Missouri Home Care Attendants Rally Support for Wage Increase
Missouri home care attendants and their allies — including members of the state legislature — are calling on Gov. Jay Nixon (D) to raise workers’ wages to $11 an hour.
The attendants, who are paid through Medicaid, currently earn an average wage of just $8.60 an hour, the workers’ representatives say.
The state’s home care attendants are represented by the Missouri Home Care Union, which is affiliated with both the American Federation of State, County, and Municipal Employees (AFSCME) and Service Employees International Union (SEIU).
In recent weeks, the union has held numerous events designed to increase support for a wage increase.
A “Walk a Day in My Shoes” event in late August, for example, encouraged state lawmakers to shadow home care workers to see firsthand the important work they do.
“We all know someone who needs home care,” state Rep. Kevin McManus (D) told the Missouri Times. “You know how important it is that that person is able to remain in their homes and stay connected to communities and to their family.

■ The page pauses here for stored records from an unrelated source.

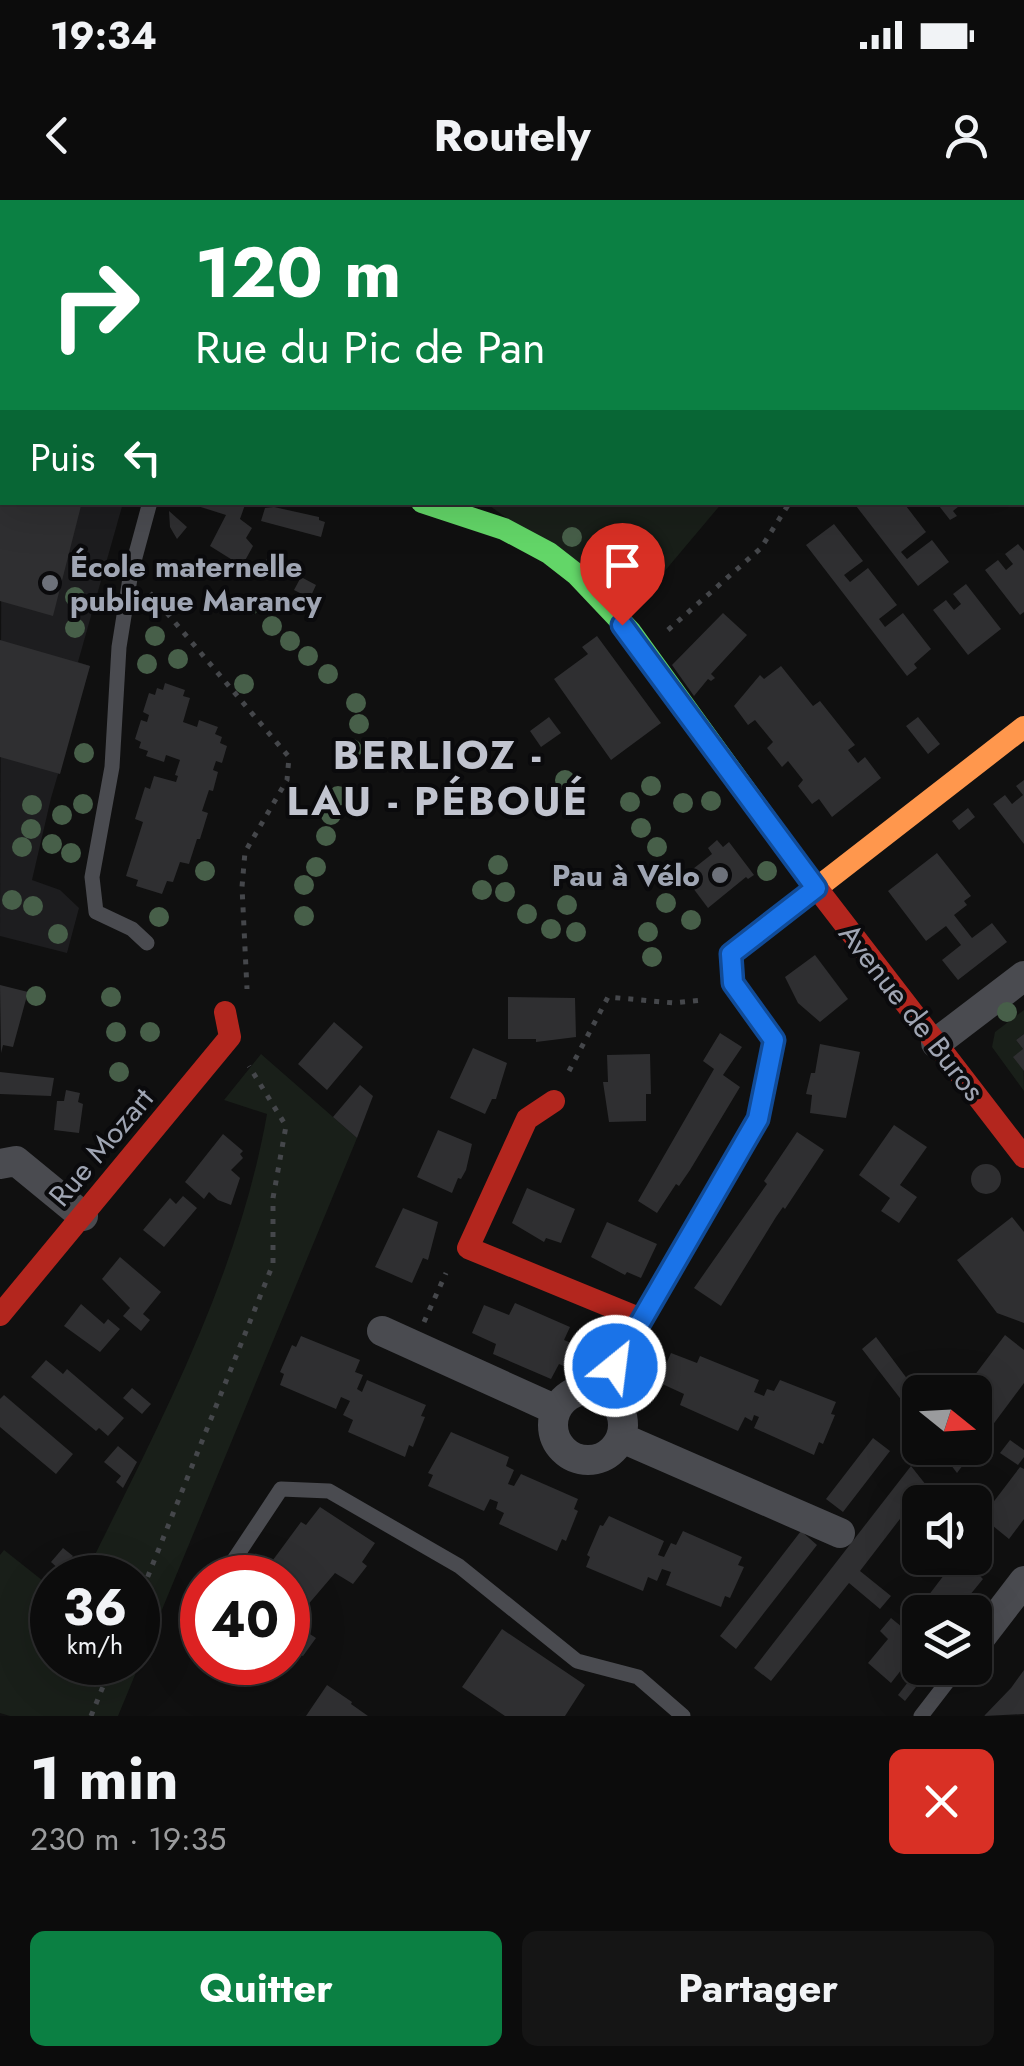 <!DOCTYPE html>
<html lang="fr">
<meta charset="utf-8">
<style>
:root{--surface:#0c0c0c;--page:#151515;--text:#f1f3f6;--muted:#9a9b9d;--line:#2c2c2d;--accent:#0b8043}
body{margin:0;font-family:Jost,sans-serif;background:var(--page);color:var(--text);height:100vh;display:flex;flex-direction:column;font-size:38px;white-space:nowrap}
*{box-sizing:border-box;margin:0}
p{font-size:32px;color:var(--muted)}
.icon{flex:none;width:55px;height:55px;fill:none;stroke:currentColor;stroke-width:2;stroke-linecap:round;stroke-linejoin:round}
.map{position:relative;height:1516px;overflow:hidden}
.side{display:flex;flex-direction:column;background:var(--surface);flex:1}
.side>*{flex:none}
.guide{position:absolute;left:0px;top:0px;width:1025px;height:305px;box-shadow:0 10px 40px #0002,0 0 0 2px var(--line);background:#0b8043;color:#fff;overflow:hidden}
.needle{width:65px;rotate:108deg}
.controls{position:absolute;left:902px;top:1175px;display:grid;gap:20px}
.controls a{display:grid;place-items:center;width:90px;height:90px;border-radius:15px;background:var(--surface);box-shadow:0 10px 40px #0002,0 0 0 2px var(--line);font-size:50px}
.speed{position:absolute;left:30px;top:1355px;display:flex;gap:20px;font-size:50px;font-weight:700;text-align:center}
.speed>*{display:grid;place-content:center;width:130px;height:130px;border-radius:50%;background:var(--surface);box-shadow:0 10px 40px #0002,0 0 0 2px var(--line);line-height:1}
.speed small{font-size:25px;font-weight:400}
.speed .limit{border:15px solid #d22;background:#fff;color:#111}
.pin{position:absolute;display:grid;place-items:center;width:85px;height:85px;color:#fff;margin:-102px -42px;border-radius:50% 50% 50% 0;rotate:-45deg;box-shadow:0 0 10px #0007}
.pin .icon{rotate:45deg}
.me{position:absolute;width:110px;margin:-55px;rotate:29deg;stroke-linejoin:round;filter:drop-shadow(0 0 8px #0008)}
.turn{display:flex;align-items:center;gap:35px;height:210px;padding:0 30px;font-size:45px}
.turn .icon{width:130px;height:130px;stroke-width:2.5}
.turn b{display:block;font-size:70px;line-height:85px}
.then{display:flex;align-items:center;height:95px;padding:0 30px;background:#0003;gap:20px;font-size:38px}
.round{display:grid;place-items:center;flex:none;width:105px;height:105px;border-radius:15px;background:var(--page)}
.summary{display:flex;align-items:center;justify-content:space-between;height:170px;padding:0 30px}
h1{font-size:60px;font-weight:700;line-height:75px}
.action{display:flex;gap:20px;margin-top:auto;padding:20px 30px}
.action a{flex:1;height:115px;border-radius:15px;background:var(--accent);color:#fff;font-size:40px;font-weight:700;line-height:115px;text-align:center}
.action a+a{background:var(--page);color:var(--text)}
.status{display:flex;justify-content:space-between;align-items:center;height:70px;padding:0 50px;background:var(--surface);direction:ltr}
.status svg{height:28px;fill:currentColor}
header{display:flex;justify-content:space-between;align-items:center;height:130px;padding:0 30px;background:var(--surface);font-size:45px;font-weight:700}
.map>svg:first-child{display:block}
.built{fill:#1d1d1f}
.green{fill:#191f19}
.building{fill:#2f2f31}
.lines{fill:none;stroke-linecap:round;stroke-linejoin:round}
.path{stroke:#45474b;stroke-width:5;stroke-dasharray:5 8;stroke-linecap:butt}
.lane{stroke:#4a4b50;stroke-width:15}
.street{stroke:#4a4b50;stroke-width:30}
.fast{stroke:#63d668;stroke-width:22}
.slow{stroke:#ff974d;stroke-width:22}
.jam{stroke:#b3261e;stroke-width:22}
.tree{fill:#475f49}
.route-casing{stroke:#114b97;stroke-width:25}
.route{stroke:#1a73e8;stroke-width:18}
.poi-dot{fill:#6d717a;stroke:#0a0a0c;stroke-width:4}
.labels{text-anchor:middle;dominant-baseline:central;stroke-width:8;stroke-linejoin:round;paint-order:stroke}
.poi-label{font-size:30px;font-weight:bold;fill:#9fa5b3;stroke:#0a0a0c;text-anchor:start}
.street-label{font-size:30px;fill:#9fa5b3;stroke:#0a0a0c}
.district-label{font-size:40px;font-weight:bold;letter-spacing:2.5px;fill:#c1c4cf;stroke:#0a0a0c}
</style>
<div class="status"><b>19:34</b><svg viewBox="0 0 49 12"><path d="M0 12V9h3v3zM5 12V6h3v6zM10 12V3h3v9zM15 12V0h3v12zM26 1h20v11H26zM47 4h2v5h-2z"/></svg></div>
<header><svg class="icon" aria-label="back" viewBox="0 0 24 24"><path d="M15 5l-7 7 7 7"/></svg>Routely<svg class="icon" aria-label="person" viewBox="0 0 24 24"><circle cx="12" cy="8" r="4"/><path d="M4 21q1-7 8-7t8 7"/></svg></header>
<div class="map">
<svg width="1024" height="1516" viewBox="0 0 1024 1516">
<rect width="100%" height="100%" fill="#101010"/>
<path class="built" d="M2 184V302L123 303 78 462 90 466 51 598 32 680 60 690 79 708 67 753 0 736Z"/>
<path class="green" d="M475 0H1024V91L1022 2H473Z
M486 303H722L632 410Z
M1024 810V834L1016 840 1023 849 1024 891 992 847 995 832Z
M261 854 357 938 118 1516H10L0 1513V1355L4 1350 52 1388V1462H138V1378L84 1377C157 1228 238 1079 267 914L224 900Z"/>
<path class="building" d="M0 302H82L53 416 0 401Z
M185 302H246L240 319 252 328 246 338 253 346 242 366 210 346 226 315Z
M853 302H903L926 332 901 352 907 359 932 340 949 362 918 386Z
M936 302H964L953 311 957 316 950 320Z
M274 307 319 317V320L325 322 321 337 261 321 265 308Z
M169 311 187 327 177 339 170 327Z
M834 324 863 361 844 375 850 382 868 368 897 405 879 419 885 427 903 413 931 449 914 464 917 468 907 476 806 345Z
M1018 344 1024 351V412L1020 415 985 370 998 360 1006 370 1013 364 1005 354Z
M269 354 281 360 273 378 261 372Z
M301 377 316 385 310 398 294 390Z
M966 384 1001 429 968 455 933 410 946 400 954 410 961 404 953 394Z
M723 413 747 435 711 474 715 478 711 481 708 479 694 496 672 465Z
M597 436 661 523 611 560 554 479 588 454 582 447Z
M0 440 90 466 60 574 0 557Z
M781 466 813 506 820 501 855 545 848 550 858 563 865 557 881 578 832 617 819 599 812 604 798 586 803 580 788 561 782 567 767 548 773 542 755 520 748 525 734 506 760 475 764 479Z
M165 483 185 490 183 496 190 498 183 522 197 527 199 520 218 527 215 534 222 537 220 543 227 546 222 563 216 561 213 570 218 572 213 591 209 590 202 611 208 613 200 639H197L189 664 180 662 173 682 167 681 162 694 136 686 138 680 126 676 143 622 135 619 145 587 150 589 154 576 176 582 178 576 175 575 180 560 166 555 164 562 146 556 148 551 139 548 141 542 135 539 141 520 147 522 149 515 143 512 149 493 155 495 157 488 163 490Z
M549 517 561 533 541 547 530 531Z
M918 517 940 544 928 554 906 526Z
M1024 580V644L993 604 1005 595 1012 604 1023 595 1016 586Z
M968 608 975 617 959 630 952 621Z
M717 640 723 647 729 642 754 675 748 679 746 677 708 708 684 676 712 654 708 648Z
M937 653 971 696 964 701 967 705 954 715 972 738 992 723 1007 742 958 780 942 760 961 745 946 726 926 741 888 691Z
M815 755 848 799 820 822 798 803 785 777Z
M0 785 28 792 13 847 3 845 1 853Z
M508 797 575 798 576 837 536 842V839H508Z
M334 822 363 847 327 890 298 864Z
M720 833 742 847 723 875 740 887 690 970 679 986 676 984 657 1013 638 1001 714 869 703 861Z
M1024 834V871L1013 857 1023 849 1016 840Z
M820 844 860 852 846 918 810 913 812 895 806 894 811 873H815Z
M473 848 507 863 496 899H492L485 914 450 898Z
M650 854 651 894H646V921L609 922 603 882H608L607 855Z
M0 872 54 878 51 896 0 894Z
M360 885 373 896 357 938 333 917Z
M66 890 80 893 78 902 83 904 79 933 54 930 57 901H64Z
M894 925 927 947 900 985 917 997 899 1023 881 1011 890 998 859 975Z
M438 930 472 944 466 970 461 979 458 978 452 993 417 977Z
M797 932 824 950 785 1009 783 1007 776 1017 721 1106 694 1088 767 984 764 981Z
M223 934 243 951 240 954 243 958 231 970 240 978 231 1005 218 1000 209 992 204 999 185 982Z
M971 979a15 15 0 1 1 30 0a15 15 0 1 1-30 0Z
M527 988 575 1009 561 1043 546 1038 544 1042 512 1023Z
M183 996 197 1008 164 1047 143 1030 170 998 176 1004Z
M403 1008 438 1022 428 1060 423 1058 412 1083 375 1067Z
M1012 1017 1024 1032V1123L997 1113 957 1060Z
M607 1022 657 1044 641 1078 627 1072 625 1075 591 1057Z
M120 1057 161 1092 143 1114 150 1120 141 1131 123 1116 130 1108 102 1079Z
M515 1103 570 1127 564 1140 593 1152 584 1175 559 1164 551 1179 493 1154 496 1144 472 1133 484 1105 509 1115Z
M81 1104 104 1124 108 1119 120 1129 100 1152 64 1126Z
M1005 1135 1024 1150V1183L957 1273 938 1248H975V1223L980 1216 975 1212V1192H962Z
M301 1136 360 1160 355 1172 363 1175 357 1189 362 1192 367 1180 426 1205 421 1216 425 1217 413 1247 409 1245 405 1257 348 1232 353 1220 343 1215 350 1201 341 1197 336 1209 280 1185 284 1174 280 1172 292 1145 296 1147Z
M876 1137 920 1196V1224L862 1149Z
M671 1153 697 1163 700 1156 759 1180 754 1192 764 1196 767 1189 774 1191 780 1180 836 1202 831 1214 835 1215 823 1244 819 1242 814 1255 754 1228 759 1217 754 1215 752 1221 745 1217 738 1231 680 1205 684 1194 658 1182Z
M46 1160 63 1174 67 1169 124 1218 108 1236 99 1228 96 1231 31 1177Z
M132 1188 151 1204 142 1214 123 1198Z
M4 1195 73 1254 56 1274 0 1227V1199Z
M451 1232 509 1257 506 1266 514 1270 508 1284 514 1286 521 1274 578 1299 574 1309 578 1311 566 1341 562 1339 557 1351 499 1324 504 1313 496 1309 498 1302 490 1299 484 1311 428 1286 433 1275 428 1273Z
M873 1238 890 1251 843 1312 826 1299Z
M1010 1240 1024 1250V1257L1018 1265 1000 1253Z
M118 1246 137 1262 123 1288 116 1282 121 1276 104 1262Z
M911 1266 926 1285 860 1371 891 1396 880 1409 849 1383 771 1481 754 1468Z
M1020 1267 1024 1269V1319L1009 1339 982 1317Z
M320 1307 375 1343 362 1362 367 1366 353 1384 335 1373 306 1407 311 1409 299 1427 316 1438 303 1456 298 1454 286 1471 272 1462H288V1389L296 1377 273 1360 301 1322 306 1325Z
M609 1316 664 1341 658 1355 664 1357 671 1343 676 1345 683 1331 742 1357 738 1365 744 1367 730 1398 725 1396 721 1407 666 1385 671 1372 662 1369 657 1381 648 1377 643 1391 586 1367 590 1357 587 1355 600 1325 603 1326Z
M801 1331 817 1345 736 1449 720 1436Z
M63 1348 73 1356 60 1370 51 1362Z
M957 1358H977L988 1366 980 1376 983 1379 956 1412H942L925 1400Z
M244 1363 250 1366 266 1378H234Z
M891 1418 908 1432 911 1428 920 1437V1446L891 1483 868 1463 888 1439 880 1431Z
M502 1429 585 1485 565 1516H505L462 1487Z
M1024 1470V1514L984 1516 1011 1488Z
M908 1482 916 1487 905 1501 898 1495Z
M327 1485 352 1502 351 1504 368 1516H306Z"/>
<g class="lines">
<path class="path" d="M835 0 840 2
M468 2 470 0
M771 2 773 0
M942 2 945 0
M1022 103 1024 105
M150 393 289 557 287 580 245 652 242 687 247 789
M668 430 761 348 790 302
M569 871 608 797 674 803 702 800
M424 1122 446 1073
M138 1401 273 1064V998L286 926 249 866
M91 1516 113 1462"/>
<path class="lane" d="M147 743 132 729 96 712 92 677 112 567 119 447 131 372 150 302
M222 1378 281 1289 329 1291 459 1366 577 1461 638 1477 683 1516
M192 1422 202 1407
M921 1516 958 1468"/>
<path class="street" d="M0 58 2 61
M936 843 1024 776
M0 964 16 961 83 1016
M382 1131 554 1209
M553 1225a35 35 0 1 1 70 0a35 35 0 1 1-70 0Z
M622 1238 840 1333
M975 1445 1024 1381"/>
<path class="fast" d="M422 302 504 329 549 353 576 374 630 431 809 678
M602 1190 758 919 774 840 733 783 731 754 800 701"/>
<path class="slow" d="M800 701 1024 527"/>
<path class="jam" d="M809 678 1024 957
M554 901 527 919 468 1048 641 1119
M0 1115 230 837 225 812"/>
</g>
<g class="tree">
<circle cx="572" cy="337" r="10"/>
<circle cx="75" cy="397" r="10"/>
<circle cx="250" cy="405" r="10"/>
<circle cx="272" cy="426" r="10"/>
<circle cx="75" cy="428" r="10"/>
<circle cx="155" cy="436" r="10"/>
<circle cx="290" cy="441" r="10"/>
<circle cx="308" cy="456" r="10"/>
<circle cx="178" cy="459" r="10"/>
<circle cx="147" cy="464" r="10"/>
<circle cx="328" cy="474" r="10"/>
<circle cx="244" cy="484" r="10"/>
<circle cx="356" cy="503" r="10"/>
<circle cx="359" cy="524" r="10"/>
<circle cx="352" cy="549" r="10"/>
<circle cx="84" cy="553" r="10"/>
<circle cx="565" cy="580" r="10"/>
<circle cx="651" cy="586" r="10"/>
<circle cx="338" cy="596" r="10"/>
<circle cx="711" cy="601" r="10"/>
<circle cx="630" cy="602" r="10"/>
<circle cx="683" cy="603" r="10"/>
<circle cx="83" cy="604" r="10"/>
<circle cx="32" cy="605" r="10"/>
<circle cx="62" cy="615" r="10"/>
<circle cx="331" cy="615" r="10"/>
<circle cx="641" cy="628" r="10"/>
<circle cx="31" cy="629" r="10"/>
<circle cx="326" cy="636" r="10"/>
<circle cx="52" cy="644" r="10"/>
<circle cx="22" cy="647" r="10"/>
<circle cx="657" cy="647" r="10"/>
<circle cx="71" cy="653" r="10"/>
<circle cx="498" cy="665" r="10"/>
<circle cx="316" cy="667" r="10"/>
<circle cx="205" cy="671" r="10"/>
<circle cx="767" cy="671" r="10"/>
<circle cx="304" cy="685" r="10"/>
<circle cx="482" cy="690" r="10"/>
<circle cx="505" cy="692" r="10"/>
<circle cx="12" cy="700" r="10"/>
<circle cx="666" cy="703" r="10"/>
<circle cx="567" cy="705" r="10"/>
<circle cx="33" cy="706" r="10"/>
<circle cx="527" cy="714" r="10"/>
<circle cx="304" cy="716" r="10"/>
<circle cx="159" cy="717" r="10"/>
<circle cx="691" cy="720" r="10"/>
<circle cx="551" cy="729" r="10"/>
<circle cx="576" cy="732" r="10"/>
<circle cx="648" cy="732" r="10"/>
<circle cx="58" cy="734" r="10"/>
<circle cx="652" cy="757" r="10"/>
<circle cx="36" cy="796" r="10"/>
<circle cx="111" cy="797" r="10"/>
<circle cx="1007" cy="812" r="10"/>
<circle cx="116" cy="832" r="10"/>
<circle cx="150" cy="832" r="10"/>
<circle cx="119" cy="872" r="10"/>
</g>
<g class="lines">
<g class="route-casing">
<path id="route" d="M615 1166 758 919 774 840 733 783 731 754 816 688 622 425"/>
</g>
<use href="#route" class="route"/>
</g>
<g class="poi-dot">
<circle cx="50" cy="383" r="10"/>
<circle cx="720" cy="675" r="10"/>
</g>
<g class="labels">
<g class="poi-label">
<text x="70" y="366">École maternelle<tspan x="70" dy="34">publique Marancy</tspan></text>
<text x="700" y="675" text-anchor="end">Pau à Vélo</text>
</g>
<g class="street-label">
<text transform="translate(912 812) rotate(52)">Avenue de Buros</text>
<text transform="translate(101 947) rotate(-50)">Rue Mozart</text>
</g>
<g class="district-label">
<text x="438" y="555">BERLIOZ -<tspan x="438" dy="46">LAU - PÉBOUÉ</tspan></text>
</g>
</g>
</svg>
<div class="controls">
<a><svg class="needle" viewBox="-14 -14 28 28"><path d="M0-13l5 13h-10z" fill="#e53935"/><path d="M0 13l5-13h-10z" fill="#9a9b9d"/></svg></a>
<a><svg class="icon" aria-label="sound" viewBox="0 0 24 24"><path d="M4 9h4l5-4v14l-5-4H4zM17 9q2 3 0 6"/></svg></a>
<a><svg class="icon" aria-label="layers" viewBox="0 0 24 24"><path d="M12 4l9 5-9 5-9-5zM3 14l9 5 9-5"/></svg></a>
</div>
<div class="speed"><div>36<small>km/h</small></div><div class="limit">40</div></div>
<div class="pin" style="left:622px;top:425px;background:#d93025"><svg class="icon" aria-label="arrive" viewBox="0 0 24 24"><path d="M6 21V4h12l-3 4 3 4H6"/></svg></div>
<svg class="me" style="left:615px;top:1166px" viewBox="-20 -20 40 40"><circle r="17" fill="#1a73e8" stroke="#fff" stroke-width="3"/><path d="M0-11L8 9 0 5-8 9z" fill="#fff"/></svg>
<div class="guide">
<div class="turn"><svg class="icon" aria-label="right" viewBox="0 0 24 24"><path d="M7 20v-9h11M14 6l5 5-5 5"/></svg><div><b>120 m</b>Rue du Pic de Pan</div></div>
<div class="then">Puis<svg class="icon" aria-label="left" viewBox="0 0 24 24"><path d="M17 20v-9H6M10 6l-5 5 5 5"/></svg></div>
</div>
</div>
<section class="side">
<div class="summary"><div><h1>1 min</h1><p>230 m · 19:35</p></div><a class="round" style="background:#d93025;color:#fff"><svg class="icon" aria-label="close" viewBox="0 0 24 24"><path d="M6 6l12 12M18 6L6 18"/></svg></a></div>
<div class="action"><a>Quitter</a><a>Partager</a></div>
</section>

“I don’t think it’s too much to ask to give them a wage that provides them with the same level of dignity they provide consumers,” he added.
Through the union, the attendants can collectively bargain with the Missouri Quality Home Care Council, a governmental commission established in 2008.
Union representatives say that the wage increase can be accomplished without raising the state’s budget. The state could easily raise the workers’ wage floor to $11 an hour because the legislature currently apportions $15.56 an hour to state vendors for home care services, they say.
“What we are saying is we don’t need to raise the rate or spend another dime,” Missouri Home Care Union co-chair Jeff Mazur told the Missouri Times on September 9.
“This isn’t just attendants looking for this increase,” Mazur added. “This is the consumers saying that they understand how critical the care is that they get, and that the person providing it should be better compensated.”